Quante volte lo abbiamo ripetuto, nella fine di una relazione personale o professionale, o, proprio perché non siamo stati noi la scelta, del candidato da assumere o come compagno di vita?


E allora che fare? Cerchiamo di cambiare la nostra natura, così com’è non trova il consenso altrui, il proprio posto del mondo. Iniziamo a correggerci con lo scalpello del giudizio, con il pennello dell’intolleranza verso la nostra stessa immagine, costruiamo un altro personaggio più possibile omologato all’esterno, un esterno migliore di noi.


Quanta fatica! Eppure ancora non basta. Nonostante gli sforzi non ho raggiunto nulla di ciò che mi ero prefissato. Com’è possibile? Più combattiamo ciò che non ci piace di noi, più stiamo attaccando questa etichetta alla nostra pelle, alla nostra mente. Gli stiamo dando potere quotidiano di invadere i nostri pensieri, invalidare le nostre azioni.
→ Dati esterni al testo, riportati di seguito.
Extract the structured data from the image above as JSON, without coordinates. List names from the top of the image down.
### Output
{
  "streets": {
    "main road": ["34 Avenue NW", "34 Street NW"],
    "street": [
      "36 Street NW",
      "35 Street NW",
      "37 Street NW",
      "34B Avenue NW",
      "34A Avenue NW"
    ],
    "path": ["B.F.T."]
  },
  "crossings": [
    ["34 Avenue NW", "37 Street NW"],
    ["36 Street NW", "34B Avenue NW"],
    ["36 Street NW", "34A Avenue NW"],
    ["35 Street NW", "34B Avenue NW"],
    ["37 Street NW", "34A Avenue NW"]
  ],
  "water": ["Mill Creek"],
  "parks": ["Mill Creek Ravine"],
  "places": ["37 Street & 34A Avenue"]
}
Quando abbandoniamo l’idea di voler cambiare, allora, il nostro personale seme interiore inizia a mettere radici, a trovare luce e nutrimento per sbocciare in un fiore, un fiore unico, che non è uguale a nessun altro, solo a sé stesso.


Quella perfezione che vogliamo raggiungere a tutti i costi, gli obiettivi che ci siamo dati, fondamentali per noi, e sempre più irraggiungibili, non hanno nulla a che vedere con il nostro fiore. Spesso ci candidiamo per posizioni professionali che non sono in linea con il nostro reale sentire, attitudini e capacità. Inviamo sempre lo stesso cv, non adattiamo, con cura, verso la posizione scelta, uno storytelling che ci restituisca valore. Così, continuiamo a inceppare in continui “no”. Essi non giungono a noi per punirci o per dirci che siamo sbagliati. Se lo stesso atteggiamento, se le stesse azioni, non hanno prodotto il nostro fiore è perché ci stiamo ostinando a fiorire dove non vi è il nostro personale nutrimento. Ciò che arriva a noi è perché è necessario per la nostra evoluzione. Al contrario, ciò che non accade, è perché non ha nulla da insegnarci. Per molti cadere nella trappola dell’inadeguatezza può avere radici antiche. Viene in mente la teoria dell’attaccamento dello psicologo John Bowlby nei primi anni di vita del bambino. Vi è ad esempio lo Stile di attaccamento Insicuro Evitante, che è caratterizzato dalla convinzione del bambino che, alla richiesta d’aiuto, non solo non incontrerà la disponibilità della figura di attaccamento, ma addirittura verrà rifiutato. In età adulta, attraverso quello che lo stesso Bowlby definisce modelli operativi interni, ossia le rappresentazioni mentali di queste modalità relazionali risalenti all’infanzia, l’adulto ravvisa che i suoi bisogni non possono essere accolti e compresi da nessuno e che a te tocca cavartela da solo, proprio come accadeva con i genitori da bambino, un bambino non visto e non accettato.


Ma se noi provassimo a sganciarci da tale modello, non come una sentenza definitiva, e fare spazio a cosa c’è adesso, nel qui e ora dentro di me, che vale, e che aspetta solo di essere riconosciuto da me stesso e non dall’esterno? Pensiamo che dobbiamo costantemente lavorare su di noi per correggerci, invece dobbiamo semplicemente vivere, osservando cosa davvero ci interessa senza il bisogno di commentarlo o giudicarlo.